Dose Calculations and Dose-Effect Relationships in 177Lu-PSMA I&T Radionuclide Therapy for Metastatic Castration-Resistant Prostate Cancer.

Clin Nucl Med 2020 Sep;45(9):661-667

From the Preclinical Molecular Imaging, AIT Austrian Institute of Technology GmbH, Seibersdorf.

Dose response of 22 patients experiencing mCRPC (metastatic castration-resistant prostate cancer) to Lu-PSMA I&T radionuclide therapy was investigated. Dosimetry calculations are used to assess correlations between dosimetric quantities and biomarker values.

Methods: The patients' age range was 74 ± 7 years at the time of the investigated treatment cycle, and the mean injected activity was 7416 ± 218 MBq. Planar images at several time points postinjection were used for evaluation of absorbed doses to organs and lesion. Ga-PSMA PET/CT follow-up imaging enabled the determination of individual tumor molecular volume (TMV) shrinkage. Changes in 7 different biomarkers after the first treatment cycle were correlated with the calculated absorbed organ and TMV doses, resulting in a total number of 259 investigated correlations.
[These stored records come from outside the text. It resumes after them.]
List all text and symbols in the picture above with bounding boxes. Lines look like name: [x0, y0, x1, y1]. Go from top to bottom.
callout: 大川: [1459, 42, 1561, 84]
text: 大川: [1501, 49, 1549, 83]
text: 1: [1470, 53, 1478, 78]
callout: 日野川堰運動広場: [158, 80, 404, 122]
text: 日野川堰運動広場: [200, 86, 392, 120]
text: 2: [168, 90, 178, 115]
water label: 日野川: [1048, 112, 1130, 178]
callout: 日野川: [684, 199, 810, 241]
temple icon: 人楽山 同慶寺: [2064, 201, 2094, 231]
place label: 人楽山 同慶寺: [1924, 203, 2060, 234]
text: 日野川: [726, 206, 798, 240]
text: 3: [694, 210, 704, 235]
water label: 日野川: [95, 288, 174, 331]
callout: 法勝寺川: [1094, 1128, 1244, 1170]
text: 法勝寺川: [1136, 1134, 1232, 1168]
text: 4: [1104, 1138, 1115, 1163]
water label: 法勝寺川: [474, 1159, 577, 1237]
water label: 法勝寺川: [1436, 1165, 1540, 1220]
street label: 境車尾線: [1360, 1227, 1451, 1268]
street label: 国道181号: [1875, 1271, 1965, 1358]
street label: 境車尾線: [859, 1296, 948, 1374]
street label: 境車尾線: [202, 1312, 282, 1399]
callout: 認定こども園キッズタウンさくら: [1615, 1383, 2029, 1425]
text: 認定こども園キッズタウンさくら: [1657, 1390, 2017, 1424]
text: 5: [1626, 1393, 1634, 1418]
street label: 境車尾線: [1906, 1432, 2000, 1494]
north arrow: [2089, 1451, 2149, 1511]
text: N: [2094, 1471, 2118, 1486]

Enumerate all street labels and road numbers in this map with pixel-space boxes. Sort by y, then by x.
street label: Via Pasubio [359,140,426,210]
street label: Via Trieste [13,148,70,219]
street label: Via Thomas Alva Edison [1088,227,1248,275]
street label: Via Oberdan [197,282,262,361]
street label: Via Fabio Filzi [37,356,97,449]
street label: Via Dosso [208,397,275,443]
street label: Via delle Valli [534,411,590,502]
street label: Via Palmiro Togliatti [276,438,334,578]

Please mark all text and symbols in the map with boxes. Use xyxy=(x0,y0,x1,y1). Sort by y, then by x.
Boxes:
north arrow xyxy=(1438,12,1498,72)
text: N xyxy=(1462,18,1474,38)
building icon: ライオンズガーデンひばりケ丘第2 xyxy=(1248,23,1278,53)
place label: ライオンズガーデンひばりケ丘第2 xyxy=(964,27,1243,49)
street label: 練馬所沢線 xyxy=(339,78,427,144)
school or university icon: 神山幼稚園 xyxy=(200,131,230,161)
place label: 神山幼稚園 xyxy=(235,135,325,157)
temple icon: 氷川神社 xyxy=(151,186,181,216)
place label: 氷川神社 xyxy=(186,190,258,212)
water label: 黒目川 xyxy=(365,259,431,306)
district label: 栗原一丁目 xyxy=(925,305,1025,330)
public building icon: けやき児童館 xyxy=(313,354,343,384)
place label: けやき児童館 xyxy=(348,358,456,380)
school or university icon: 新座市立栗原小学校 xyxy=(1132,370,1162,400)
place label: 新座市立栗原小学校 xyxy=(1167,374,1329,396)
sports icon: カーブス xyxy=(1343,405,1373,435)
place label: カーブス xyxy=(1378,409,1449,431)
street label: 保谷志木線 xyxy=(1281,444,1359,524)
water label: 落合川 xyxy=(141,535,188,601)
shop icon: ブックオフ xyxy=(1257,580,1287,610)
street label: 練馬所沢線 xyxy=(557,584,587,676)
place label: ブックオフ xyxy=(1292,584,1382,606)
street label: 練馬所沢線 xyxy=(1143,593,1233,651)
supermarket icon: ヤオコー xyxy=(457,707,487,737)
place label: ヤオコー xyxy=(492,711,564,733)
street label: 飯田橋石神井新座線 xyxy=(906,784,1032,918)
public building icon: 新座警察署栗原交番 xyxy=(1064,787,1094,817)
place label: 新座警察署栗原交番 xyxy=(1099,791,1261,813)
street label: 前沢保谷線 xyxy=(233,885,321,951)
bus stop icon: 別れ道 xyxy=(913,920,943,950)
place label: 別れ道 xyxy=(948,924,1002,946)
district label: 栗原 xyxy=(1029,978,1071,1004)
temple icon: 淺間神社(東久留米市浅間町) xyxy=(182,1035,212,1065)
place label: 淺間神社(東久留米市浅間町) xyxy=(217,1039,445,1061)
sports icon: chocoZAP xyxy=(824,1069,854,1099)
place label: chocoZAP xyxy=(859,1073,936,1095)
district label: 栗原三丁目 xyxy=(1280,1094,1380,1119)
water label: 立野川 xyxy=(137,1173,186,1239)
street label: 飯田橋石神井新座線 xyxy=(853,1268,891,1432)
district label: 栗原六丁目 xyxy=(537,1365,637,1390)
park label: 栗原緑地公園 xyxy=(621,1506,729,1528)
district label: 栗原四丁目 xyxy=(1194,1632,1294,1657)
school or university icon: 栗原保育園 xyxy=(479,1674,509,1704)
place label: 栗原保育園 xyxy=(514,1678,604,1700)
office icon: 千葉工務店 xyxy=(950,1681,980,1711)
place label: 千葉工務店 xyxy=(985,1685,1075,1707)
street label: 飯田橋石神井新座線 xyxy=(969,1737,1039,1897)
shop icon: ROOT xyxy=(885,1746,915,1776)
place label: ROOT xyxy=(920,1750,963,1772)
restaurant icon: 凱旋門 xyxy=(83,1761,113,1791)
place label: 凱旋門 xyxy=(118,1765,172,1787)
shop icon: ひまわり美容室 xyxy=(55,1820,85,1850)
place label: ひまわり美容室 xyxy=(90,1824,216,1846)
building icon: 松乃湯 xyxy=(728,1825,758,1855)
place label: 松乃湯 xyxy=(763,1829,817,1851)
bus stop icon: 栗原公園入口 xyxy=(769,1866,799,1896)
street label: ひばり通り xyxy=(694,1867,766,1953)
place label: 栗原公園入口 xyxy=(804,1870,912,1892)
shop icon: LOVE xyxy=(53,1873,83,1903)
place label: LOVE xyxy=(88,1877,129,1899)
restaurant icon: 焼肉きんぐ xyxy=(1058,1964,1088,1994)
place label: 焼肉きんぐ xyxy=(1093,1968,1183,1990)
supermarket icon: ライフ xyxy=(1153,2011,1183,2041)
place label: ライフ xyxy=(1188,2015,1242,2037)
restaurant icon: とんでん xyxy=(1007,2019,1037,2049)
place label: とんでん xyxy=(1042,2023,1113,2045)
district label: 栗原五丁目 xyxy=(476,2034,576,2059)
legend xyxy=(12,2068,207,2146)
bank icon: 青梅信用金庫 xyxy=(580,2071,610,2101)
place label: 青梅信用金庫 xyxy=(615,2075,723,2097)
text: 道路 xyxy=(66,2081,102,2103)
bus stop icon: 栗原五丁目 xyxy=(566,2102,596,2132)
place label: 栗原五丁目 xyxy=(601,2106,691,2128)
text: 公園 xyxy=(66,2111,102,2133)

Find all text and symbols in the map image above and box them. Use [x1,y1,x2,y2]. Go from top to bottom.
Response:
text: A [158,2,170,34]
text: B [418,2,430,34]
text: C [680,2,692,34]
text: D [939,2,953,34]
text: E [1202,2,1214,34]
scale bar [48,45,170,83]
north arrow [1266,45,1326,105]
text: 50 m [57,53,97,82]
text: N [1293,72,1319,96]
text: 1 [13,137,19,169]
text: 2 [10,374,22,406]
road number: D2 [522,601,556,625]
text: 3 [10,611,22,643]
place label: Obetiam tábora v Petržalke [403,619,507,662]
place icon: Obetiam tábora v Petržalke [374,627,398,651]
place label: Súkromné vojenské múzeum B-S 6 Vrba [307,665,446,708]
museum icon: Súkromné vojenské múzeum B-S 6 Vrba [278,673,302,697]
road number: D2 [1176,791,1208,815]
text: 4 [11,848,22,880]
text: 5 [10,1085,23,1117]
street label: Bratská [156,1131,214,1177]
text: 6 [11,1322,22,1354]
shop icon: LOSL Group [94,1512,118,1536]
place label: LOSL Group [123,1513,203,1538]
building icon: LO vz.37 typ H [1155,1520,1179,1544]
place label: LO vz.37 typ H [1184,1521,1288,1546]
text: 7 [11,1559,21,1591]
Results: Sixty-three TMVs were identified in the bone, lymph node, and liver tissue with an average reduction of 32.3%, 84.7%, and 72.9%, respectively. Absorbed doses per unit of administered activity for organs and lesions show good agreement with previous works (0.77, 0.71, and 0.27 mGy/MBq for parotid gland, kidneys, and liver as well as 4.38, 5.47, and 4.95 mGy/MBq for bone, lymph node, and liver malignancies, respectively). Only 37 of 259 possible correlations turned out to be statistically significant, 26 of which are associated with the absorbed dose of an organ and the decrease of alkaline phosphatases.

Conclusions: Although treatment with Lu-PSMA I&T leads to a big reduction of TMV in patients with mCRPC, the lack of correlations calls for studies using voxel-wise dosimetry based on SPECT/CTs.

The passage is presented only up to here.